== Segment start ==

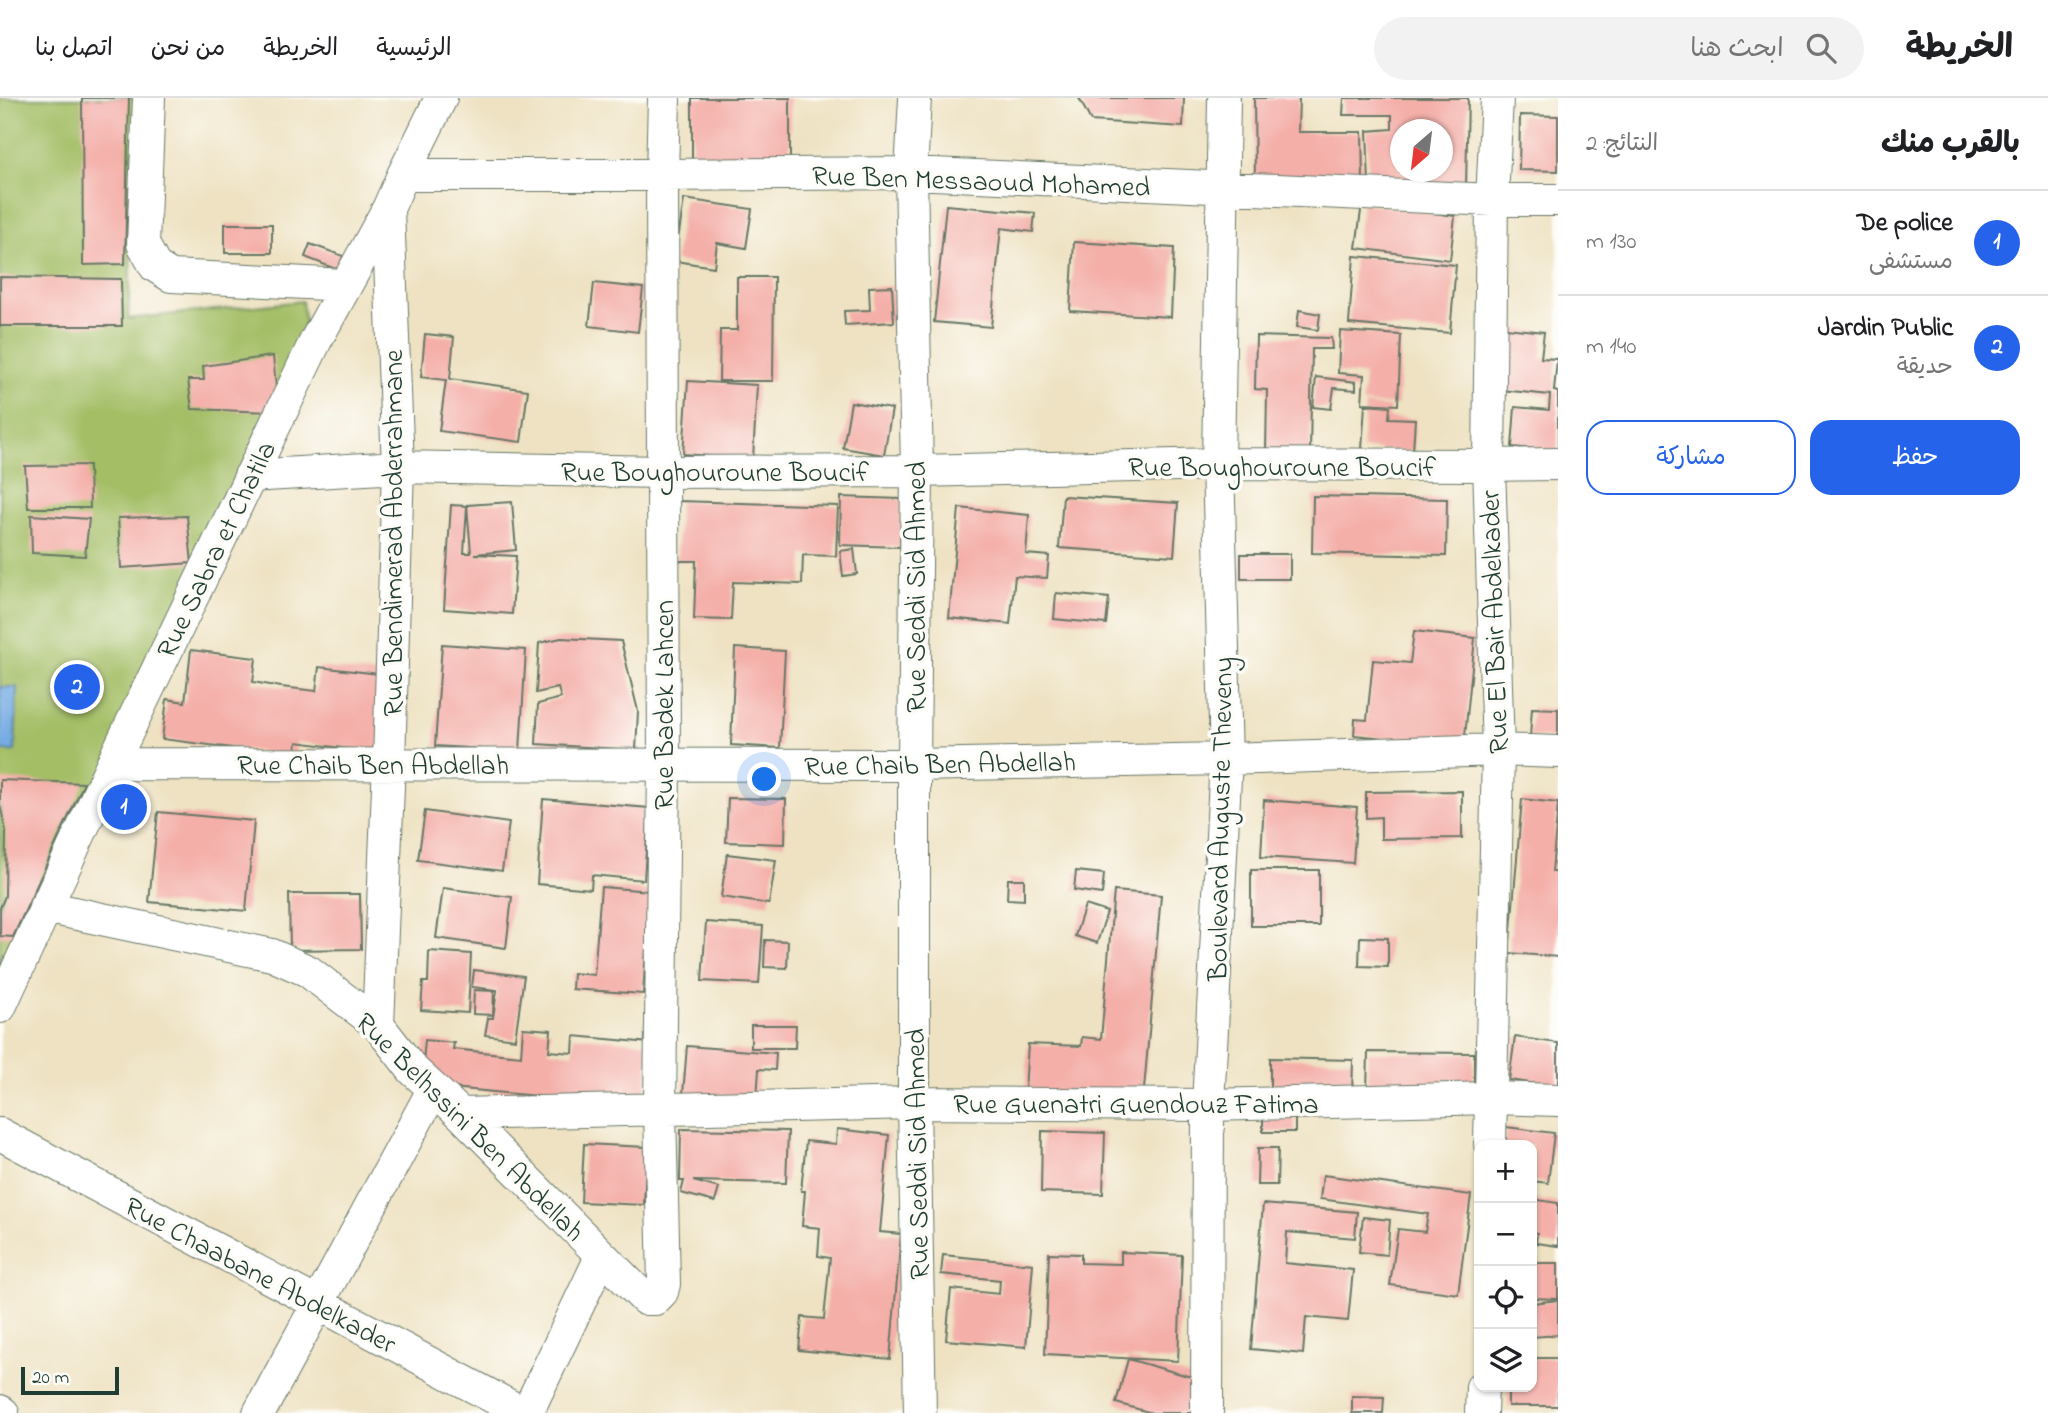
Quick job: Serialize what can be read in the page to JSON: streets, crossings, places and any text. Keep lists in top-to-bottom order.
{
  "streets": {
    "street": [
      "Rue Ben Messaoud Mohamed",
      "Rue Boughouroune Boucif",
      "Rue Bendimerad Abderrahmane",
      "Rue Sabra et Chatila",
      "Rue Seddi Sid Ahmed",
      "Rue El Bair Abdelkader",
      "Rue Badek Lahcen",
      "Rue Chaib Ben Abdellah",
      "Boulevard Auguste Theveny",
      "Rue Guenatri Guendouz Fatima",
      "Rue Belhssini Ben Abdellah",
      "Rue Chaabane Abdelkader"
    ]
  },
  "crossings": [
    ["Rue Ben Messaoud Mohamed", "Rue Sabra et Chatila"],
    ["Rue Ben Messaoud Mohamed", "Rue Seddi Sid Ahmed"],
    ["Rue Ben Messaoud Mohamed", "Rue El Bair Abdelkader"],
    ["Rue Ben Messaoud Mohamed", "Rue Badek Lahcen"],
    ["Rue Ben Messaoud Mohamed", "Boulevard Auguste Theveny"],
    ["Rue Boughouroune Boucif", "Rue Bendimerad Abderrahmane"],
    ["Rue Boughouroune Boucif", "Rue Sabra et Chatila"],
    ["Rue Boughouroune Boucif", "Rue Seddi Sid Ahmed"],
    ["Rue Boughouroune Boucif", "Rue El Bair Abdelkader"],
    ["Rue Boughouroune Boucif", "Rue Badek Lahcen"],
    ["Rue Boughouroune Boucif", "Boulevard Auguste Theveny"],
    ["Rue Bendimerad Abderrahmane", "Rue Sabra et Chatila"],
    ["Rue Bendimerad Abderrahmane", "Rue Chaib Ben Abdellah"],
    ["Rue Bendimerad Abderrahmane", "Rue Belhssini Ben Abdellah"],
    ["Rue Sabra et Chatila", "Rue Chaib Ben Abdellah"],
    ["Rue Sabra et Chatila", "Rue Belhssini Ben Abdellah"],
    ["Rue Seddi Sid Ahmed", "Rue Chaib Ben Abdellah"],
    ["Rue Seddi Sid Ahmed", "Rue Guenatri Guendouz Fatima"],
    ["Rue El Bair Abdelkader", "Rue Chaib Ben Abdellah"],
    ["Rue El Bair Abdelkader", "Rue Guenatri Guendouz Fatima"],
    ["Rue Badek Lahcen", "Rue Chaib Ben Abdellah"],
    ["Rue Badek Lahcen", "Rue Guenatri Guendouz Fatima"],
    ["Rue Badek Lahcen", "Rue Belhssini Ben Abdellah"],
    ["Rue Chaib Ben Abdellah", "Boulevard Auguste Theveny"],
    ["Boulevard Auguste Theveny", "Rue Guenatri Guendouz Fatima"],
    ["Rue Guenatri Guendouz Fatima", "Rue Belhssini Ben Abdellah"]
  ],
  "scale_bar": "20 m",
  "north": "bottom left",
  "page": {
    "header": "الخريطة",
    "search": "ابحث هنا",
    "nav": [
      "الرئيسية",
      "الخريطة",
      "من نحن",
      "اتصل بنا"
    ],
    "heading": ["بالقرب منك", "النتائج: 2"],
    "list": [
      {
        "mark": "1",
        "name": "De police",
        "note": "مستشفى",
        "value": "130 m"
      },
      {
        "mark": "2",
        "name": "Jardin Public",
        "note": "حديقة",
        "value": "140 m"
      }
    ],
    "buttons": ["حفظ", "مشاركة"],
    "pins": ["2", "1"],
    "map_buttons": ["+", "−"],
    "scale": "20 m"
  }
}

== Segment end ==

▸ **YOUR INSTRUCTIONS**:
Print all the lines above exactly as they are, but without the pictures.

▸ **WRITTEN SOLUTION**:
Quick job: Serialize what can be read in the page to JSON: streets, crossings, places and any text. Keep lists in top-to-bottom order.
{
  "streets": {
    "street": [
      "Rue Ben Messaoud Mohamed",
      "Rue Boughouroune Boucif",
      "Rue Bendimerad Abderrahmane",
      "Rue Sabra et Chatila",
      "Rue Seddi Sid Ahmed",
      "Rue El Bair Abdelkader",
      "Rue Badek Lahcen",
      "Rue Chaib Ben Abdellah",
      "Boulevard Auguste Theveny",
      "Rue Guenatri Guendouz Fatima",
      "Rue Belhssini Ben Abdellah",
      "Rue Chaabane Abdelkader"
    ]
  },
  "crossings": [
    ["Rue Ben Messaoud Mohamed", "Rue Sabra et Chatila"],
    ["Rue Ben Messaoud Mohamed", "Rue Seddi Sid Ahmed"],
    ["Rue Ben Messaoud Mohamed", "Rue El Bair Abdelkader"],
    ["Rue Ben Messaoud Mohamed", "Rue Badek Lahcen"],
    ["Rue Ben Messaoud Mohamed", "Boulevard Auguste Theveny"],
    ["Rue Boughouroune Boucif", "Rue Bendimerad Abderrahmane"],
    ["Rue Boughouroune Boucif", "Rue Sabra et Chatila"],
    ["Rue Boughouroune Boucif", "Rue Seddi Sid Ahmed"],
    ["Rue Boughouroune Boucif", "Rue El Bair Abdelkader"],
    ["Rue Boughouroune Boucif", "Rue Badek Lahcen"],
    ["Rue Boughouroune Boucif", "Boulevard Auguste Theveny"],
    ["Rue Bendimerad Abderrahmane", "Rue Sabra et Chatila"],
    ["Rue Bendimerad Abderrahmane", "Rue Chaib Ben Abdellah"],
    ["Rue Bendimerad Abderrahmane", "Rue Belhssini Ben Abdellah"],
    ["Rue Sabra et Chatila", "Rue Chaib Ben Abdellah"],
    ["Rue Sabra et Chatila", "Rue Belhssini Ben Abdellah"],
    ["Rue Seddi Sid Ahmed", "Rue Chaib Ben Abdellah"],
    ["Rue Seddi Sid Ahmed", "Rue Guenatri Guendouz Fatima"],
    ["Rue El Bair Abdelkader", "Rue Chaib Ben Abdellah"],
    ["Rue El Bair Abdelkader", "Rue Guenatri Guendouz Fatima"],
    ["Rue Badek Lahcen", "Rue Chaib Ben Abdellah"],
    ["Rue Badek Lahcen", "Rue Guenatri Guendouz Fatima"],
    ["Rue Badek Lahcen", "Rue Belhssini Ben Abdellah"],
    ["Rue Chaib Ben Abdellah", "Boulevard Auguste Theveny"],
    ["Boulevard Auguste Theveny", "Rue Guenatri Guendouz Fatima"],
    ["Rue Guenatri Guendouz Fatima", "Rue Belhssini Ben Abdellah"]
  ],
  "scale_bar": "20 m",
  "north": "bottom left",
  "page": {
    "header": "الخريطة",
    "search": "ابحث هنا",
    "nav": [
      "الرئيسية",
      "الخريطة",
      "من نحن",
      "اتصل بنا"
    ],
    "heading": ["بالقرب منك", "النتائج: 2"],
    "list": [
      {
        "mark": "1",
        "name": "De police",
        "note": "مستشفى",
        "value": "130 m"
      },
      {
        "mark": "2",
        "name": "Jardin Public",
        "note": "حديقة",
        "value": "140 m"
      }
    ],
    "buttons": ["حفظ", "مشاركة"],
    "pins": ["2", "1"],
    "map_buttons": ["+", "−"],
    "scale": "20 m"
  }
}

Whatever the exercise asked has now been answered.